== Problem description ==
Word for word, restate each of the entries below, and drop every picture.
#####
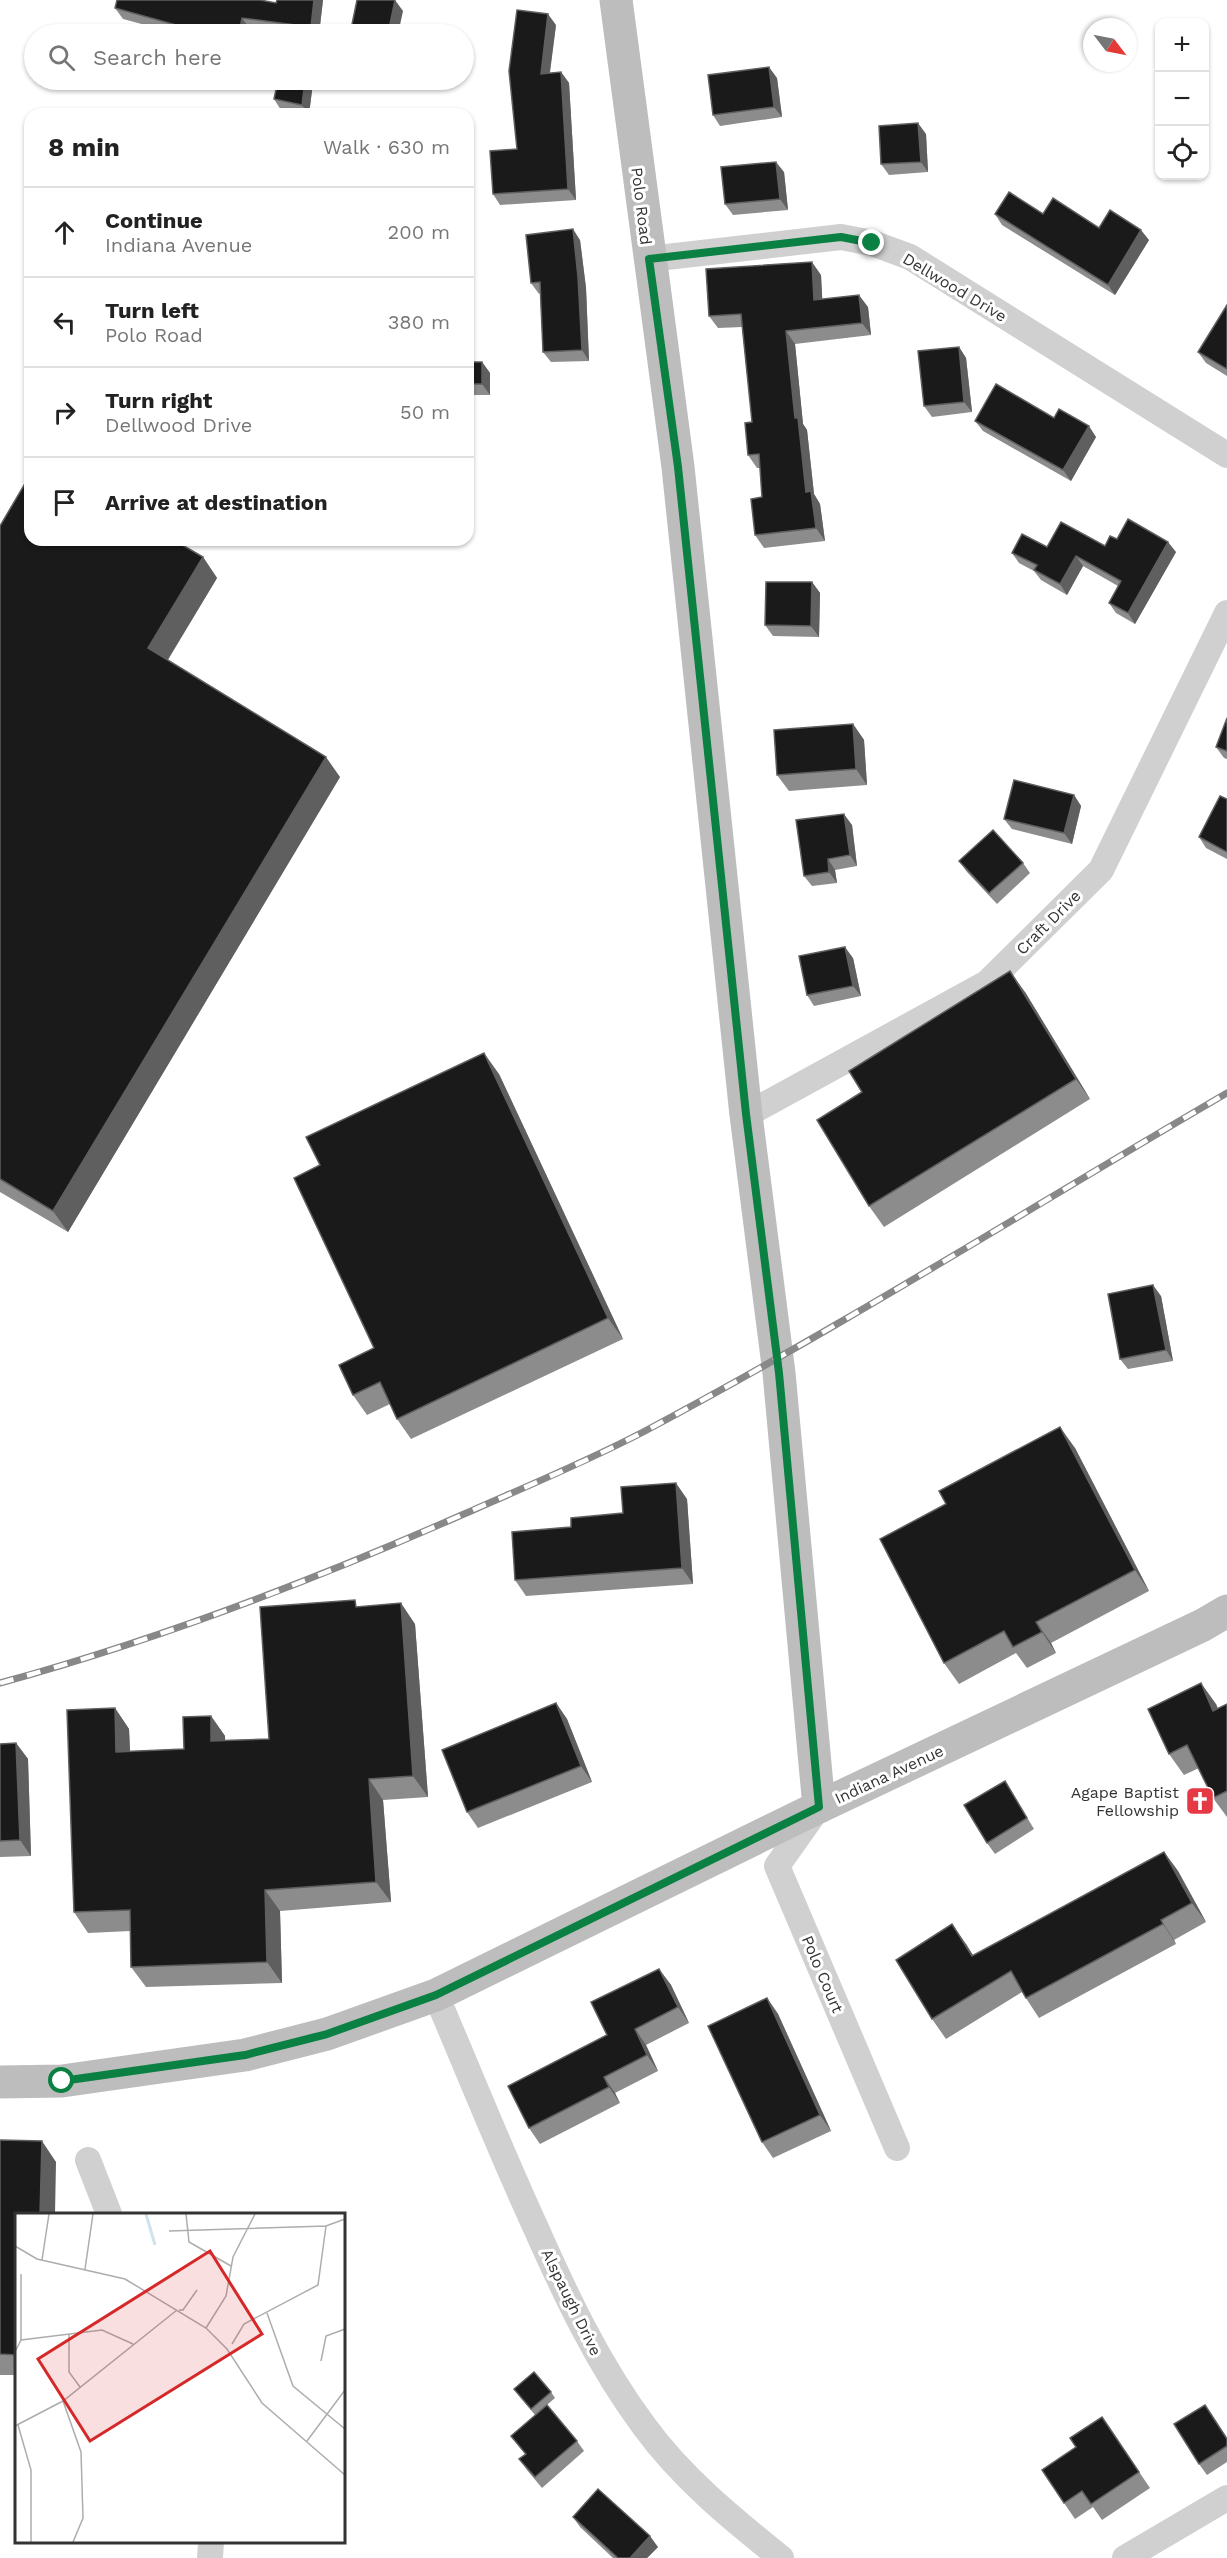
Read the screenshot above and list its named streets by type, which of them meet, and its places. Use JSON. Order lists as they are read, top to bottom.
{
  "streets": {
    "main road": ["Polo Road", "Indiana Avenue"],
    "street": [
      "Dellwood Drive",
      "Craft Drive",
      "Polo Court",
      "Alspaugh Drive"
    ]
  },
  "crossings": [
    ["Polo Road", "Dellwood Drive"],
    ["Polo Road", "Craft Drive"],
    ["Polo Road", "Indiana Avenue"],
    ["Polo Road", "Polo Court"],
    ["Indiana Avenue", "Polo Court"],
    ["Indiana Avenue", "Alspaugh Drive"]
  ],
  "places": {
    "church": ["Agape Baptist Fellowship"]
  },
  "north": "bottom right",
  "page": {
    "map_buttons": ["+", "−"],
    "search": "Search here",
    "heading": ["8 min", "Walk · 630 m"],
    "list": [
      ["Continue", "Indiana Avenue", "200 m"],
      ["Turn left", "Polo Road", "380 m"],
      ["Turn right", "Dellwood Drive", "50 m"],
      "Arrive at destination"
    ]
  }
}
#####
== Output below ==
Read the screenshot above and list its named streets by type, which of them meet, and its places. Use JSON. Order lists as they are read, top to bottom.
{
  "streets": {
    "main road": ["Polo Road", "Indiana Avenue"],
    "street": [
      "Dellwood Drive",
      "Craft Drive",
      "Polo Court",
      "Alspaugh Drive"
    ]
  },
  "crossings": [
    ["Polo Road", "Dellwood Drive"],
    ["Polo Road", "Craft Drive"],
    ["Polo Road", "Indiana Avenue"],
    ["Polo Road", "Polo Court"],
    ["Indiana Avenue", "Polo Court"],
    ["Indiana Avenue", "Alspaugh Drive"]
  ],
  "places": {
    "church": ["Agape Baptist Fellowship"]
  },
  "north": "bottom right",
  "page": {
    "map_buttons": ["+", "−"],
    "search": "Search here",
    "heading": ["8 min", "Walk · 630 m"],
    "list": [
      ["Continue", "Indiana Avenue", "200 m"],
      ["Turn left", "Polo Road", "380 m"],
      ["Turn right", "Dellwood Drive", "50 m"],
      "Arrive at destination"
    ]
  }
}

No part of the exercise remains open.